_WHAT IS REQUIRED_. Nothing in the entries may change when you repeat them, and no images may appear.

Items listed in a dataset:
---

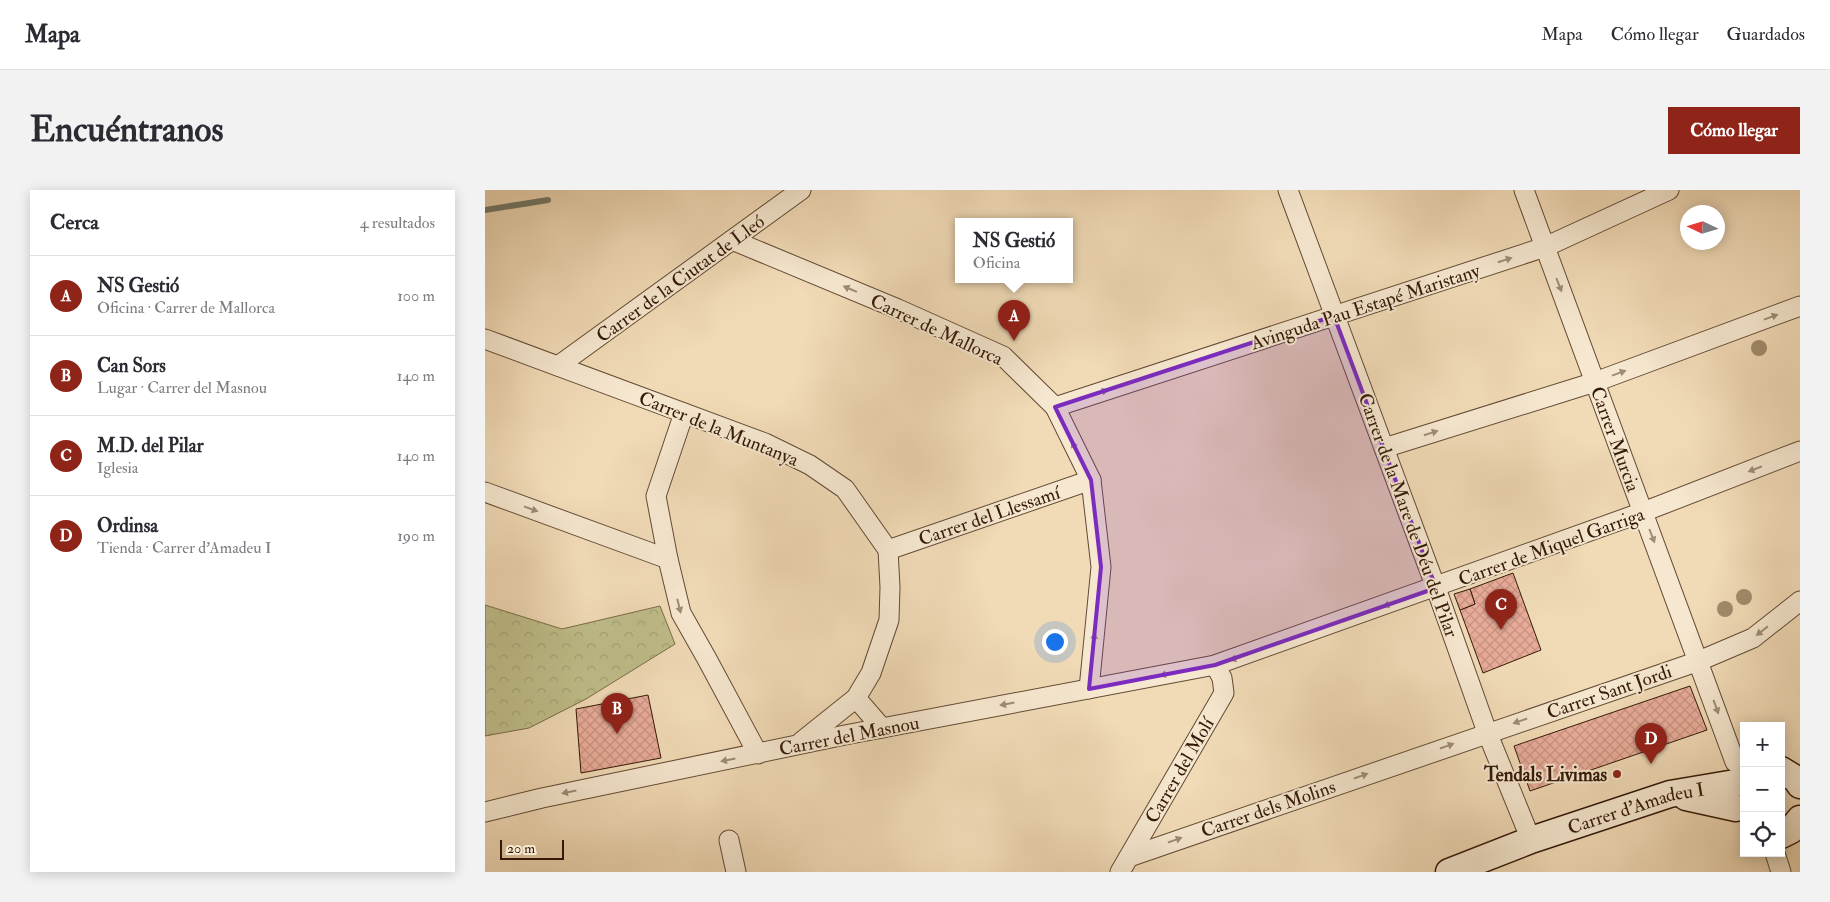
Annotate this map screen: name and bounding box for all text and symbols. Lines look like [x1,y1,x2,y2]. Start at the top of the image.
text: Mapa [25,19,80,50]
text: Mapa [1542,23,1583,46]
text: Cómo llegar [1611,23,1699,46]
text: Guardados [1727,23,1805,46]
button: Cómo llegar [1668,107,1800,154]
text: Encuéntranos [30,108,223,152]
north arrow [1680,205,1725,250]
text: Cerca [50,209,99,236]
street label: Carrer de la Ciutat de Lleó [592,210,769,348]
text: 4 resultados [360,213,435,233]
popup [955,218,1073,283]
text: NS Gestió [973,229,1055,253]
text: Oficina [973,253,1020,273]
one-way arrow [1498,256,1513,264]
street label: Avinguda Pau Estapé Maristany [1247,258,1484,357]
text: NS Gestió [97,274,179,298]
one-way arrow [1555,278,1563,293]
one-way arrow [843,284,857,292]
text: A [61,286,71,306]
text: 100 m [397,286,435,306]
street label: Carrer de Mallorca [867,289,1007,371]
text: Oficina · Carrer de Mallorca [97,298,275,318]
pin: A [998,300,1030,341]
one-way arrow [1764,313,1779,320]
text: Can Sors [97,354,166,378]
text: B [61,366,71,386]
text: 140 m [397,366,435,386]
one-way arrow [1612,369,1627,377]
text: Lugar · Carrer del Masnou [97,378,267,398]
street label: Carrer Murcia [1585,383,1645,495]
street label: Carrer de la Muntanya [635,386,802,472]
one-way arrow [1094,388,1109,396]
street label: Carrer de la Mare de Déu del Pilar [1353,390,1464,641]
one-way arrow [1424,429,1439,437]
text: M.D. del Pilar [97,434,204,458]
one-way arrow [1071,441,1079,455]
text: C [60,446,72,466]
text: 140 m [397,446,435,466]
text: Iglesia [97,458,138,478]
one-way arrow [1747,466,1762,473]
street label: Carrer del Llessamí [915,480,1065,551]
street label: Carrer de Miquel Garriga [1455,502,1648,592]
one-way arrow [524,505,539,513]
text: Ordinsa [97,514,158,538]
text: D [59,526,73,546]
text: 190 m [397,526,435,546]
one-way arrow [1648,529,1656,544]
text: Tienda · Carrer d'Amadeu I [97,538,271,558]
pin: C [1485,589,1517,630]
one-way arrow [675,599,683,614]
one-way arrow [1383,601,1398,608]
one-way arrow [1756,626,1769,637]
your location [1042,629,1068,655]
one-way arrow [1090,632,1098,648]
one-way arrow [1229,654,1244,662]
street label: Carrer Sant Jordi [1544,659,1675,725]
one-way arrow [1159,671,1175,679]
pin: B [601,693,633,734]
one-way arrow [1712,699,1720,714]
one-way arrow [999,701,1015,709]
street label: Carrer del Masnou [777,711,921,761]
street label: Carrer del Molí [1140,712,1221,828]
one-way arrow [1513,718,1528,725]
map controls [1740,722,1785,857]
button: + [1740,722,1785,767]
pin: D [1635,723,1667,764]
one-way arrow [1440,742,1455,750]
one-way arrow [720,756,736,764]
place label: Tendals Livimas [1483,763,1607,787]
button: − [1740,767,1785,812]
marker: Tendals Livimas [1611,768,1623,780]
one-way arrow [1354,772,1369,779]
street label: Carrer dels Molins [1198,775,1339,843]
street label: Carrer d'Amadeu I [1565,777,1706,840]
one-way arrow [561,788,576,796]
button: locate [1740,812,1785,857]
one-way arrow [1167,836,1182,844]
scale bar [500,837,564,860]
text: 20 m [507,840,535,857]

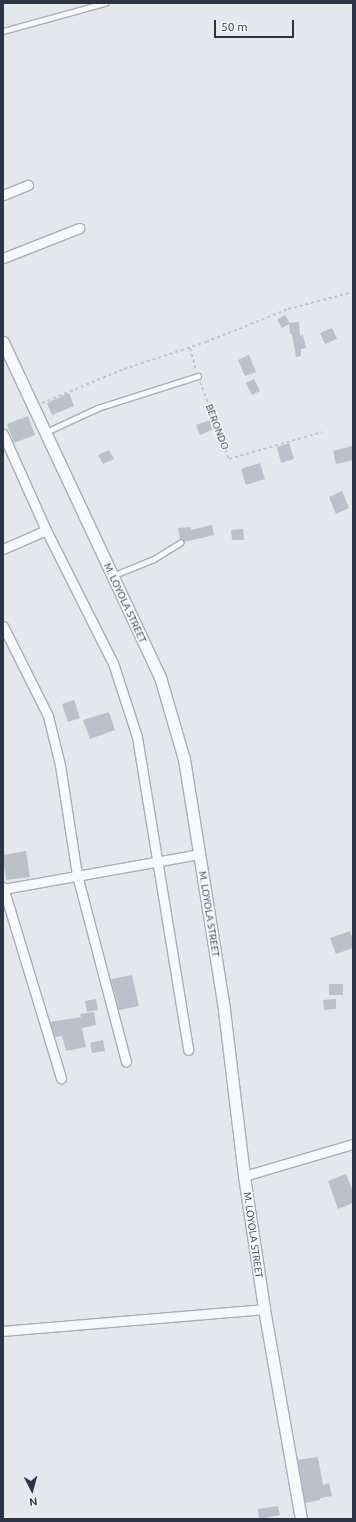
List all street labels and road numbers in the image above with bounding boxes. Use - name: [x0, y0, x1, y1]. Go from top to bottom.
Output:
- street label: BERONDO: [203, 402, 231, 452]
- street label: M. LOYOLA STREET: [101, 561, 149, 645]
- street label: M. LOYOLA STREET: [196, 870, 222, 958]
- street label: M. LOYOLA STREET: [241, 1191, 265, 1279]

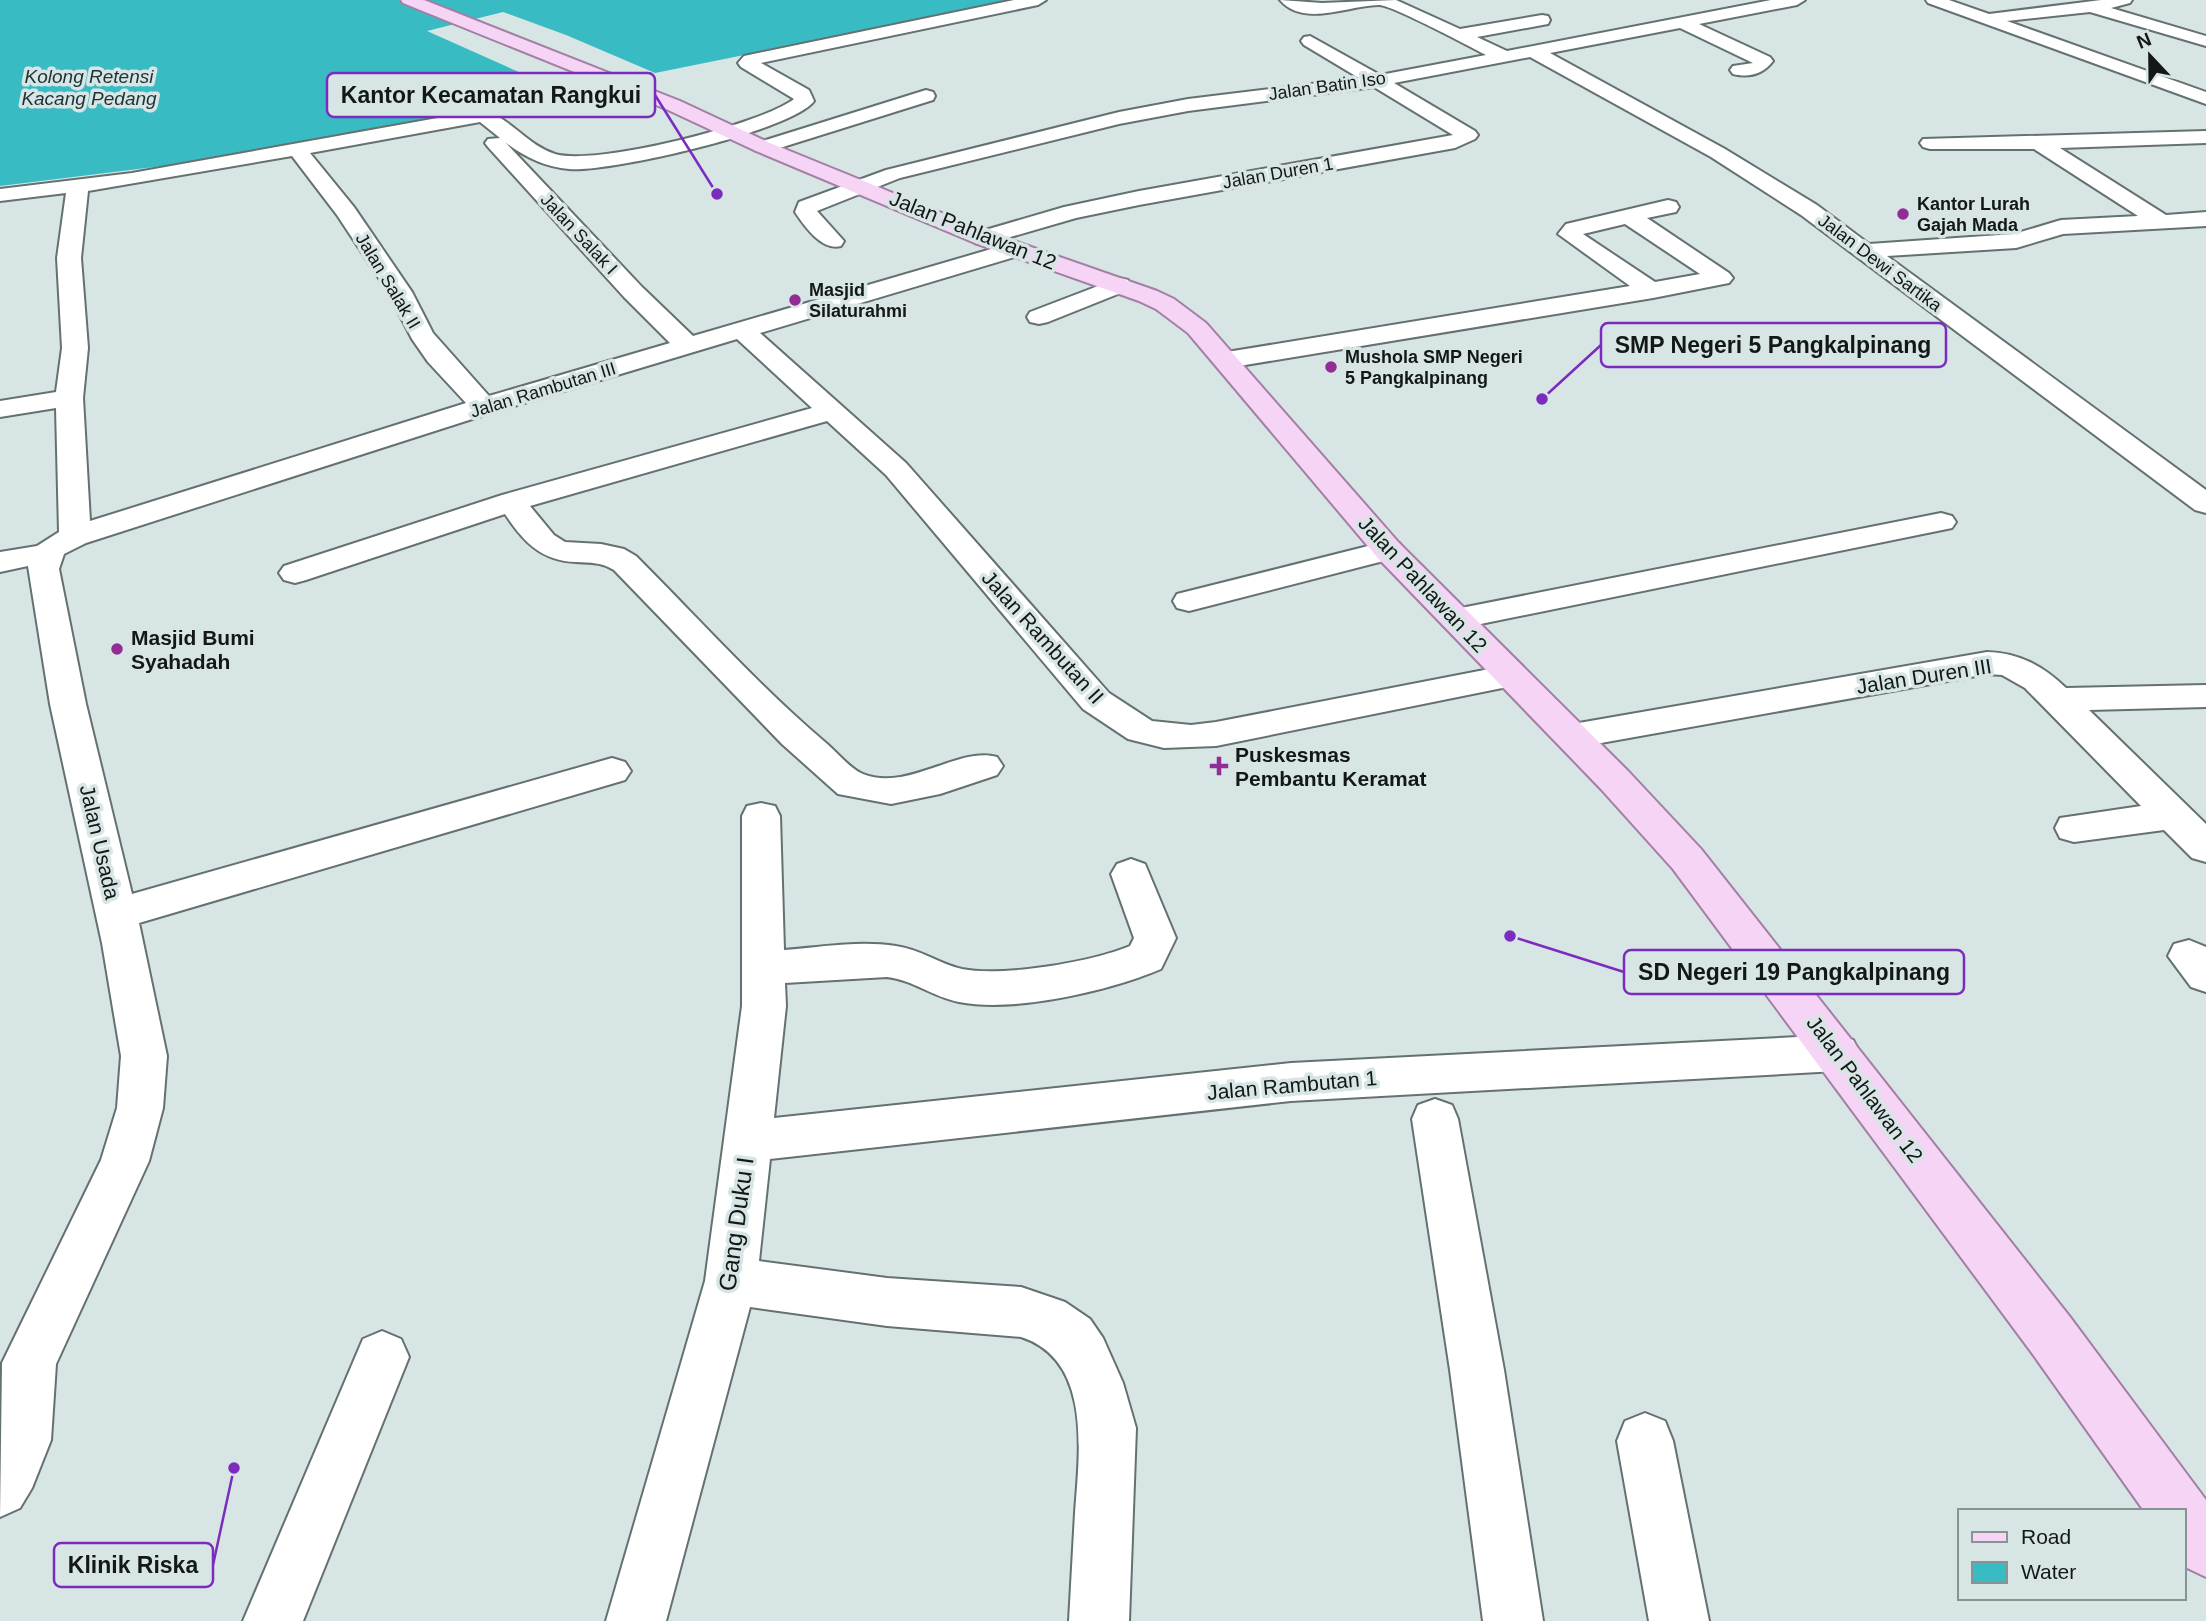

---

_WRITTEN REPLY_.
Annotate this map screen: name and bounding box for all text and symbols. Lines look like [x1,y1,x2,y2]. Start at the top of the image.
text: Mapa [25,19,80,50]
text: Mapa [1542,23,1583,46]
text: Cómo llegar [1611,23,1699,46]
text: Guardados [1727,23,1805,46]
button: Cómo llegar [1668,107,1800,154]
text: Encuéntranos [30,108,223,152]
north arrow [1680,205,1725,250]
text: Cerca [50,209,99,236]
street label: Carrer de la Ciutat de Lleó [592,210,769,348]
text: 4 resultados [360,213,435,233]
popup [955,218,1073,283]
text: NS Gestió [973,229,1055,253]
text: Oficina [973,253,1020,273]
one-way arrow [1498,256,1513,264]
street label: Avinguda Pau Estapé Maristany [1247,258,1484,357]
text: NS Gestió [97,274,179,298]
one-way arrow [1555,278,1563,293]
one-way arrow [843,284,857,292]
text: A [61,286,71,306]
text: 100 m [397,286,435,306]
street label: Carrer de Mallorca [867,289,1007,371]
text: Oficina · Carrer de Mallorca [97,298,275,318]
pin: A [998,300,1030,341]
one-way arrow [1764,313,1779,320]
text: Can Sors [97,354,166,378]
text: B [61,366,71,386]
text: 140 m [397,366,435,386]
one-way arrow [1612,369,1627,377]
text: Lugar · Carrer del Masnou [97,378,267,398]
street label: Carrer Murcia [1585,383,1645,495]
street label: Carrer de la Muntanya [635,386,802,472]
one-way arrow [1094,388,1109,396]
street label: Carrer de la Mare de Déu del Pilar [1353,390,1464,641]
one-way arrow [1424,429,1439,437]
text: M.D. del Pilar [97,434,204,458]
one-way arrow [1071,441,1079,455]
text: C [60,446,72,466]
text: 140 m [397,446,435,466]
text: Iglesia [97,458,138,478]
one-way arrow [1747,466,1762,473]
street label: Carrer del Llessamí [915,480,1065,551]
street label: Carrer de Miquel Garriga [1455,502,1648,592]
one-way arrow [524,505,539,513]
text: Ordinsa [97,514,158,538]
text: D [59,526,73,546]
text: 190 m [397,526,435,546]
one-way arrow [1648,529,1656,544]
text: Tienda · Carrer d'Amadeu I [97,538,271,558]
pin: C [1485,589,1517,630]
one-way arrow [675,599,683,614]
one-way arrow [1383,601,1398,608]
one-way arrow [1756,626,1769,637]
your location [1042,629,1068,655]
one-way arrow [1090,632,1098,648]
one-way arrow [1229,654,1244,662]
street label: Carrer Sant Jordi [1544,659,1675,725]
one-way arrow [1159,671,1175,679]
pin: B [601,693,633,734]
one-way arrow [1712,699,1720,714]
one-way arrow [999,701,1015,709]
street label: Carrer del Masnou [777,711,921,761]
street label: Carrer del Molí [1140,712,1221,828]
one-way arrow [1513,718,1528,725]
map controls [1740,722,1785,857]
button: + [1740,722,1785,767]
pin: D [1635,723,1667,764]
one-way arrow [1440,742,1455,750]
one-way arrow [720,756,736,764]
place label: Tendals Livimas [1483,763,1607,787]
button: − [1740,767,1785,812]
marker: Tendals Livimas [1611,768,1623,780]
one-way arrow [1354,772,1369,779]
street label: Carrer dels Molins [1198,775,1339,843]
street label: Carrer d'Amadeu I [1565,777,1706,840]
one-way arrow [561,788,576,796]
button: locate [1740,812,1785,857]
one-way arrow [1167,836,1182,844]
scale bar [500,837,564,860]
text: 20 m [507,840,535,857]

List all street labels and road numbers in the image above with bounding boxes. Use - name: [x0, y0, x1, y1]. Go from top to bottom.
Output:
- street label: BERONDO: [203, 402, 231, 452]
- street label: M. LOYOLA STREET: [101, 561, 149, 645]
- street label: M. LOYOLA STREET: [196, 870, 222, 958]
- street label: M. LOYOLA STREET: [241, 1191, 265, 1279]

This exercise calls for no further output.